**Exercise**
Look over the entries and say how many lines include the word "above". Only the number, please.

**Saved entries**

--------

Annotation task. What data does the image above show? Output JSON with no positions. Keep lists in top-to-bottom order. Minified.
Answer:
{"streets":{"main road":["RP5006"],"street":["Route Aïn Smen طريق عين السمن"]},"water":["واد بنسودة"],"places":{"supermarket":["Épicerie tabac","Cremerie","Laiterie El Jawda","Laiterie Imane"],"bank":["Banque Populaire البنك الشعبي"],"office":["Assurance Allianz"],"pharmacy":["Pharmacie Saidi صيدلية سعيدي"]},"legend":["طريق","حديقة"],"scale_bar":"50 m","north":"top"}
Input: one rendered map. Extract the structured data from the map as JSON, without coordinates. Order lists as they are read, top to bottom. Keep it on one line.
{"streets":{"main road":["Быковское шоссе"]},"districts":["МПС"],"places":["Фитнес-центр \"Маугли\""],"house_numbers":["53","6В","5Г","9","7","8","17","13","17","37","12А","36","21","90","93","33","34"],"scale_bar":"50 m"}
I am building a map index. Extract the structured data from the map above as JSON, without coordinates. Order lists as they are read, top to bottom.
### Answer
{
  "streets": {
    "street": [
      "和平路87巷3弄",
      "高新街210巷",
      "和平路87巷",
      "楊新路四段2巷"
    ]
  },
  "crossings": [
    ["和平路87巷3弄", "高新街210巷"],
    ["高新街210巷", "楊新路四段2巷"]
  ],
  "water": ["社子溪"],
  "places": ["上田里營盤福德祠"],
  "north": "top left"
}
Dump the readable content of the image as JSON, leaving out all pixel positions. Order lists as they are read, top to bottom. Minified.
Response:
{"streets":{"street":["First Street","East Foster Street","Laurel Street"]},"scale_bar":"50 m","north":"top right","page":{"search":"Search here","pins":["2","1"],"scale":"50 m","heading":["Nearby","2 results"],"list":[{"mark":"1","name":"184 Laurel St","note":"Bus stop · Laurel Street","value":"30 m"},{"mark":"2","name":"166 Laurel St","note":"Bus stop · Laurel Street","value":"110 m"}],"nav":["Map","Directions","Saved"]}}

--------

**Exercise solution**
2